Task statement: Whenever a line of the records below contains the word "body", copy that line.

Collected data entries:
*** Block opens ***

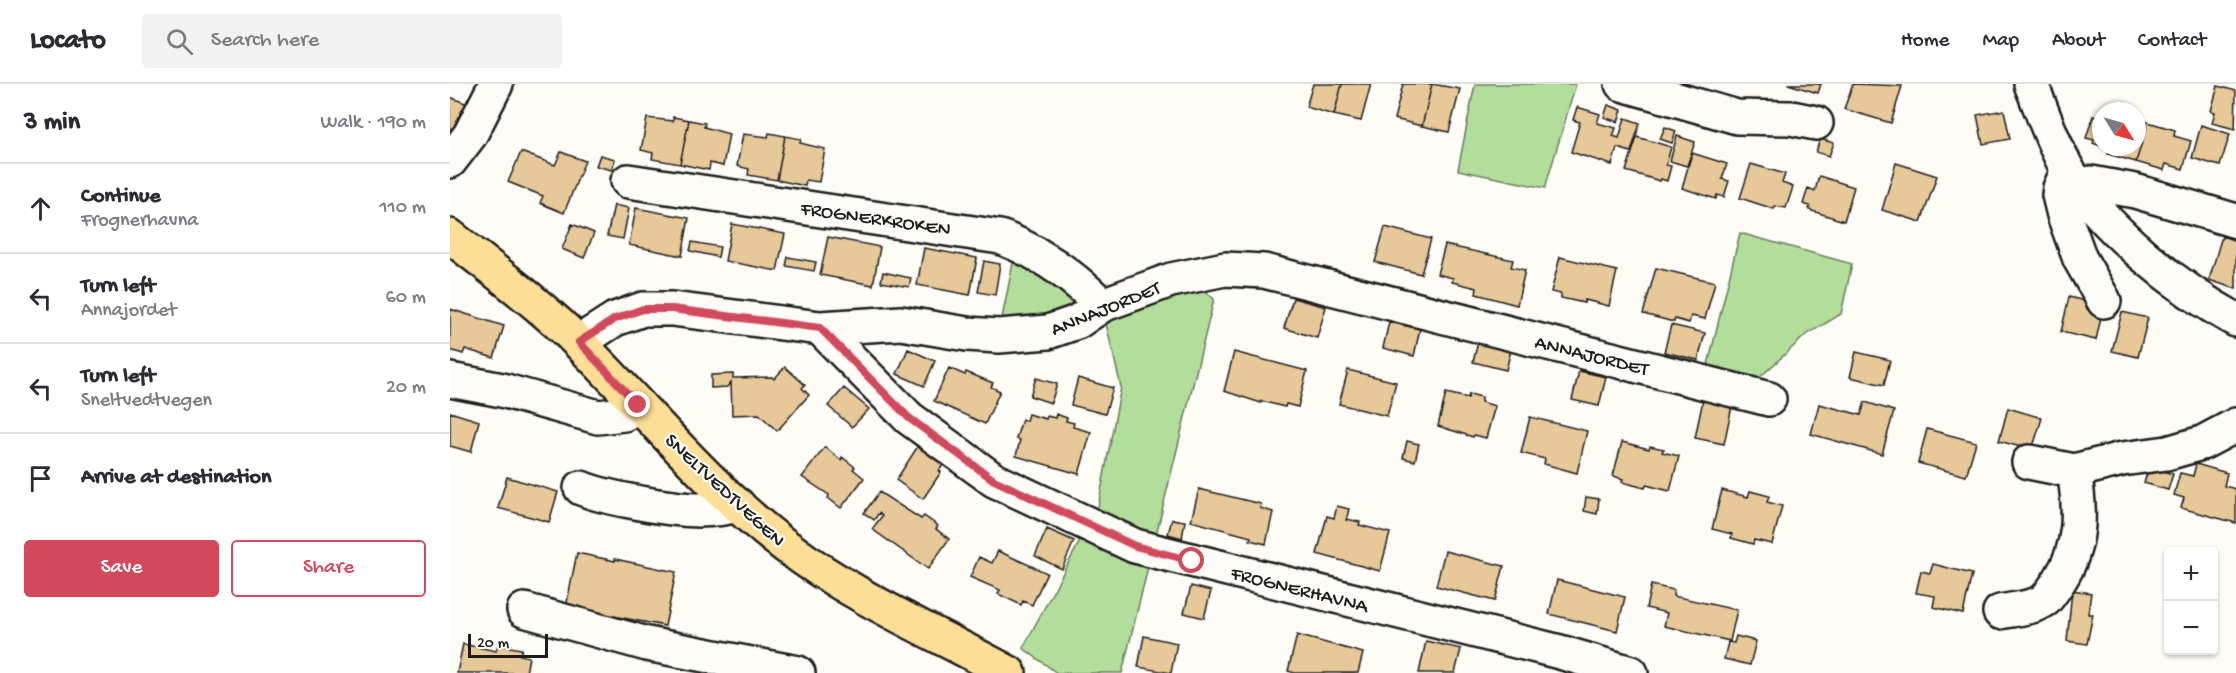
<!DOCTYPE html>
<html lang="en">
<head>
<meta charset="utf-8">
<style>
  :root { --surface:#fff; --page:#f2f2f3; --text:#2b2b33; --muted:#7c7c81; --line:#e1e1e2; --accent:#d1495b }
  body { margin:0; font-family:"Gochi Hand",sans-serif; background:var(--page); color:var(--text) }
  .controls { position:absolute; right:18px; bottom:18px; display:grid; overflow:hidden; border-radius:6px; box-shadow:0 2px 4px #0004 }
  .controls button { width:54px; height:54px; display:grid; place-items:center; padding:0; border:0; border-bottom:2px solid var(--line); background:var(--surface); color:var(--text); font:30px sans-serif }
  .compass { position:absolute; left:1642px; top:18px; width:54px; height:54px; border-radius:50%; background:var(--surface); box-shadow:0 2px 4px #0004; rotate:127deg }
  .scale { position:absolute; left:18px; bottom:15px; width:80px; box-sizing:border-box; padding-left:6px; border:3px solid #1c1c1c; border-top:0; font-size:16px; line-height:21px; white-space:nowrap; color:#1c1c1c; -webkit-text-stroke:4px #fdfcf7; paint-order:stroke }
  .stop { position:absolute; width:18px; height:18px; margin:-14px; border:4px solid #d1495b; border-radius:50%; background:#fff }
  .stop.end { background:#d1495b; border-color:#fff; box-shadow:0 2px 6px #0008 }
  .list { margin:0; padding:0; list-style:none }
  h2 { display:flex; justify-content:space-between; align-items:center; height:78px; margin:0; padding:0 24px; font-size:26px }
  h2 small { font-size:20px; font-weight:400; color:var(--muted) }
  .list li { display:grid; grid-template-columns:39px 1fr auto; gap:18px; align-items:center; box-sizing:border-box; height:90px; padding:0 24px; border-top:2px solid var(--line) }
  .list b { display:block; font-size:22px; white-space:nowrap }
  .list p { margin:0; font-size:20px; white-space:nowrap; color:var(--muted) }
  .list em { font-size:20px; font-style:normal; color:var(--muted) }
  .actions { display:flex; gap:12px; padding:18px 24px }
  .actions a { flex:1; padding:14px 0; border:2px solid var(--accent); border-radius:6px; text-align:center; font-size:21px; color:var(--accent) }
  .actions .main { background:var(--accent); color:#fff }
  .icon { flex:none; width:33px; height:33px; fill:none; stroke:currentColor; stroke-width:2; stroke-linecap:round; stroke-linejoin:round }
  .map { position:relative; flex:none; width:1786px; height:589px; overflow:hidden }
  header { display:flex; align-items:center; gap:36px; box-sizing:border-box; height:84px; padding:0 30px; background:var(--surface); border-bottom:2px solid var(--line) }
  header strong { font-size:28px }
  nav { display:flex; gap:33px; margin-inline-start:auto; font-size:21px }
  .search { width:420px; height:54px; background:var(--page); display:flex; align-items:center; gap:15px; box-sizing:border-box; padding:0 21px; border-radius:6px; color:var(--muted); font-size:22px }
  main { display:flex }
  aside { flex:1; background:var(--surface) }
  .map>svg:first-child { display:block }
  .green { fill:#b2dd9b; stroke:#677c5c; stroke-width:1.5 }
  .building { fill:#e6c899; stroke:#1c1c1c; stroke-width:1.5 }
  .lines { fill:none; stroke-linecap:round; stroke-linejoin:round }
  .minor-casing { stroke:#1c1c1c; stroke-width:38 }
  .major-casing { stroke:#1c1c1c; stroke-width:38 }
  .minor { stroke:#fdfcf7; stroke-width:33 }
  .major { stroke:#fcde96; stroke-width:33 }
  .route { stroke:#d1495b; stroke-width:8 }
  .labels { text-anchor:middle; stroke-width:4.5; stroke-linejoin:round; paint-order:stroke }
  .street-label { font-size:20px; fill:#1c1c1c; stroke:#fdfcf7 }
</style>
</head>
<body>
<header>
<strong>Locato</strong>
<div class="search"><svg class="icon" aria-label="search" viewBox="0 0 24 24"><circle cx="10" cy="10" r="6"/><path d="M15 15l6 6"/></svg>Search here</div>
<nav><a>Home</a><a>Map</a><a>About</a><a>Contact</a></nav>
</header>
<main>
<aside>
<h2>3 min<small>Walk · 190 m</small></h2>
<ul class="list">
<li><svg class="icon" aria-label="ahead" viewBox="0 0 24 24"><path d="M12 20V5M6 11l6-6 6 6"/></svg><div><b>Continue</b><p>Frognerhavna</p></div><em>110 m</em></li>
<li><svg class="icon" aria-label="left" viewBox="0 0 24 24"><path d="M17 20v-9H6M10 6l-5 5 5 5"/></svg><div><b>Turn left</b><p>Annajordet</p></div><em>60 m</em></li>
<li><svg class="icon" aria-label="left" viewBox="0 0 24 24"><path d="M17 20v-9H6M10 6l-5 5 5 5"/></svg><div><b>Turn left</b><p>Sneltvedtvegen</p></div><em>20 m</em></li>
<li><svg class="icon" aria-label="arrive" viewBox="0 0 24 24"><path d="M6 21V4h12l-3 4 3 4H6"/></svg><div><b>Arrive at destination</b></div></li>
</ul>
<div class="actions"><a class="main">Save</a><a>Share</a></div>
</aside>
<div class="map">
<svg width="1786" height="589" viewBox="0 0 1786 589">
  <rect width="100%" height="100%" fill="#fdfcf7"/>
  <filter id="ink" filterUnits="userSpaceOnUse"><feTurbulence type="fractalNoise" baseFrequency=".0167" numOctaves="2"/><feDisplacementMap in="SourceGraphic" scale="12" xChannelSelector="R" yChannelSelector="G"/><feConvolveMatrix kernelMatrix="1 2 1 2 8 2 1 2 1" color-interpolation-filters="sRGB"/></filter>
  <g filter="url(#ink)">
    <path class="green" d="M1025 0H1126L1095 104 1008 86Z
      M1290 149 1402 180 1391 230 1356 251 1308 295 1298 300 1255 293Z
      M565 169 625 210 618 226 589 237 551 239Z
      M749 201 764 215 672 589H607L573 564 648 423 671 303 655 235Z"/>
    <path class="building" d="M863 0H892L884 31 856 23Z
      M892 0H921L911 37 884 31Z
      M953 0H982L972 42 944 35Z
      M982 0 1010 5 999 48 972 42Z
      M1338 0H1371L1368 9Z
      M1403 0 1452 2 1441 39 1394 25Z
      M1768 2 1786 7 1785 45 1762 39 1765 28 1761 27Z
      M0 13 20 21 0 71Z
      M1158 21 1172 26 1168 38 1154 33Z
      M1127 23 1150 30 1147 39 1166 44 1163 52 1169 54 1175 34 1190 39 1181 68 1167 64 1162 81 1121 68 1130 38 1123 36Z
      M1554 26 1560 55 1533 60 1527 31Z
      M1651 31V62L1643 59 1644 56 1636 54 1643 32 1650 34Z
      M223 33 239 36 230 80 202 75 203 69 191 66 197 34 223 37Z
      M1687 35 1698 38 1686 78 1658 70 1660 64 1656 63H1687Z
      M239 36 255 39 254 43 279 50 273 82 260 79 259 86 230 80Z
      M1698 38 1725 46 1724 52 1741 57 1733 85 1716 80 1714 86 1686 78Z
      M1751 41 1780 50 1770 82 1742 74Z
      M1215 43 1226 47 1222 59 1210 55Z
      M319 49 335 52 327 96 298 91 299 85 287 82 293 50 318 53Z
      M335 52 351 55 350 59 375 65 369 98 356 96 355 102 327 96Z
      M1227 52 1245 58 1237 82 1220 77Z
      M1187 53 1221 63 1216 81 1221 82 1217 97 1211 95 1210 97 1176 87Z
      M1370 55 1384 59 1379 72 1366 68Z
      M71 68 105 81 111 68 135 77 114 129 90 119 93 112 58 98Z
      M1242 69 1277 80 1272 95 1279 97 1274 113 1267 111 1266 115 1232 104Z
      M150 71 165 75 162 86 146 82Z
      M1446 79 1487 92 1471 138 1432 126Z
      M1301 80 1335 90 1332 99 1343 103 1336 124 1325 122 1324 125 1290 114Z
      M1369 92 1404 103 1394 137 1359 126 1360 122 1353 120 1358 104 1365 107Z
      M164 121 179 124 173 155 157 152Z
      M186 124 239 134 232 172 179 161Z
      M122 140 144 149 134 174 112 165Z
      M282 140 335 150 327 187 275 177Z
      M935 143 981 155 971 190 925 178Z
      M1772 152 1786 157V205L1759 196Z
      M378 153 430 163 423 201 370 191Z
      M242 158 270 163 268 173 240 167Z
      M995 161 1063 176 1061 183 1075 186 1067 221 1026 210 1027 204 1002 198 1003 194 987 190Z
      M474 164 527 174 520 211 467 201Z
      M338 173 366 178 364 187 336 182Z
      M1110 173 1167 187 1159 222 1135 216 1134 219 1111 214V210L1101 208Z
      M534 177 550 180 545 211 528 208Z
      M1206 184 1265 198 1255 235 1241 232 1239 239 1225 235 1224 238 1193 230Z
      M433 188 461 194 459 203 431 198Z
      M1619 213 1639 218 1637 225 1652 229 1646 256 1611 248Z
      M843 214 876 223 867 254 834 244Z
      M0 225 54 242 44 274 15 265 13 270 0 266Z
      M1672 228 1698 234 1688 273 1662 267Z
      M939 238 970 245 964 272 933 264Z
      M1221 241 1255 249 1248 276 1214 268Z
      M1028 258 1061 266 1056 286 1023 278Z
      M458 265 485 277 474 302 447 290Z
      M784 268 857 287 848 323 836 320 835 323 811 317V319L774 307Z
      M1406 268 1440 276 1434 301 1400 293Z
      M335 283 355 301 352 304 359 311 327 347 309 330 282 331 281 298 277 303 261 304V291L283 290V294L322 293 324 295Z
      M499 284 515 291 516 288 543 299 541 303 550 307 535 340 484 317Z
      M898 286 946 298 937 332 889 320Z
      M1129 287 1156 293 1149 322 1122 316Z
      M586 294 607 300 601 319 580 312Z
      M628 294 663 304 655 330 621 321Z
      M394 304 419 325 402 343 378 322Z
      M996 309 1018 314 1019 310 1032 313 1031 318 1045 322 1036 354 1024 351 1023 353 988 342Z
      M1253 316 1282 322 1274 360 1245 354Z
      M1415 318 1444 327 1432 370 1361 350 1369 320 1411 331Z
      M1558 324 1592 334 1582 366 1549 357Z
      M0 328 29 337 21 368 0 362Z
      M578 330 596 335 597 332 605 334 606 330 617 334 616 337 624 339 623 343 641 348 629 390 566 372 570 356 566 355 572 335 576 337Z
      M1080 333 1137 347 1127 389 1094 380 1095 375 1071 369Z
      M1477 345 1526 358 1516 392 1468 379Z
      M957 357 969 360 965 377 953 374Z
      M1172 358 1199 365 1200 362 1214 365 1212 368 1229 372 1220 407 1196 401 1195 404 1172 398 1173 395 1163 392Z
      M468 362 494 379 489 387 491 388 473 415 446 396Z
      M375 363 391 376 392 373 405 383 403 385 414 394 391 424 378 414 379 411 352 393Z
      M1746 380 1777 389 1774 402 1786 405V439L1731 424 1734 414 1724 411 1730 389 1743 392Z
      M1699 383 1723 390 1718 406 1694 399Z
      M57 393 108 408 99 438 48 424Z
      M749 405 811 420 810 424 823 428 816 460 800 456 801 453 741 437Z
      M1272 406 1298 413 1300 407 1319 412 1317 418 1332 422 1322 460 1304 456 1303 460 1281 454 1282 450 1262 445Z
      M429 408 471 435 474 432 488 442 486 445 499 455 478 485 422 445 432 432 429 429 424 436 414 429Z
      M1136 413 1149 415 1147 430 1134 427Z
      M887 422 899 425 896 437 897 435 910 438 909 441 940 449 930 487 867 470 877 432 884 434Z
      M722 435 735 437 732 454 718 450Z
      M597 445 624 457 612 485 585 472Z
      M548 467 597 489 582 521 573 517 571 521 548 510 550 506 520 493 529 473 542 479Z
      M995 467 1054 482 1045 517 986 502Z
      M127 469 165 477V475L226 488 215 542 116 523Z
      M1483 480 1522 490 1513 530 1483 523 1485 512 1466 509 1471 487 1480 489Z
      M1107 496 1175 513 1167 547 1099 530Z
      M1201 501 1224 506 1223 512 1287 526 1280 557 1214 542 1217 529 1196 524Z
      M741 502 761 507 754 534 734 529Z
      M1622 506 1641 509 1638 530H1643L1637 560 1617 557Z
      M847 551 913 569 908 589H845L838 587Z
      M694 552 727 559 721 589 688 583Z
      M1286 552 1306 557 1300 581 1274 575 1278 558 1284 559Z
      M976 557 1011 565 1005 589H969Z
      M13 560 46 567 48 561 72 565 70 571 79 573 76 589H7Z"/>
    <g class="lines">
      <defs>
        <path id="minor" d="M1172 0 1287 33 1341 34 1366 39
          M1581 0C1593 29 1603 61 1619 88 1653 145 1729 205 1786 236
          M0 77 20 51 46 0
          M1618 86 1610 104 1609 111 1614 131 1630 175 1654 217
          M178 97 550 153C590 168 622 191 652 221
          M1627 101 1641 99 1685 107 1786 137
          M370 244 459 334 544 396 685 462 1110 568 1181 589
          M129 258 165 235 193 225H222L370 244 451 239 517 250 549 252 598 248 627 238 652 221 721 196 775 185 814 187 1319 315
          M0 296 52 306 148 333 174 330 188 321
          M1579 378 1624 387 1672 375 1717 369 1752 359 1786 341
          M131 404C150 412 170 415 190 419 224 425 254 430 288 421
          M74 526 197 560 348 589
          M1550 528C1564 525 1584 524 1595 516 1600 511 1605 503 1609 497 1632 462 1631 427 1624 387"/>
        <path id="major" d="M0 152C44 187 90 220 130 260 198 328 260 405 337 463 406 515 484 548 559 589"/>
      </defs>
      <use href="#minor" class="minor-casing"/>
      <use href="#major" class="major-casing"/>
      <use href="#minor" class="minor"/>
      <use href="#major" class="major"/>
    </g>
  </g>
  <g class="lines" filter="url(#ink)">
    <path class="route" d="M188 321 129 258 165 235 193 225H222L370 244 459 334 544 396 685 462 742 477"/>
  </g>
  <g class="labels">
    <g class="street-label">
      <text transform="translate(426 133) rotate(8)" y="7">FROGNERKROKEN</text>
      <text transform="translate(655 223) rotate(-22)" y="7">ANNAJORDET</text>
      <text transform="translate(1142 270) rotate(14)" y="7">ANNAJORDET</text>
      <text transform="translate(276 405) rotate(43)" y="7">SNELTVEDTVEGEN</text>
      <text transform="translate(850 504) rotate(14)" y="7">FROGNERHAVNA</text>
    </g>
  </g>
</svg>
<div class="controls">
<button>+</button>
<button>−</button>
</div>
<svg class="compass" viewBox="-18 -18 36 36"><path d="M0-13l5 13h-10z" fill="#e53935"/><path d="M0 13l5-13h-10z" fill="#7c7c81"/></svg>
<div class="scale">20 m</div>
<div class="stop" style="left:742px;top:477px"></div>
<div class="stop end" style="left:188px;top:321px"></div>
</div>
</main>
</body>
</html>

*** Block closes ***

Answer to this task:
  body { margin:0; font-family:"Gochi Hand",sans-serif; background:var(--page); color:var(--text) }
<body>
</body>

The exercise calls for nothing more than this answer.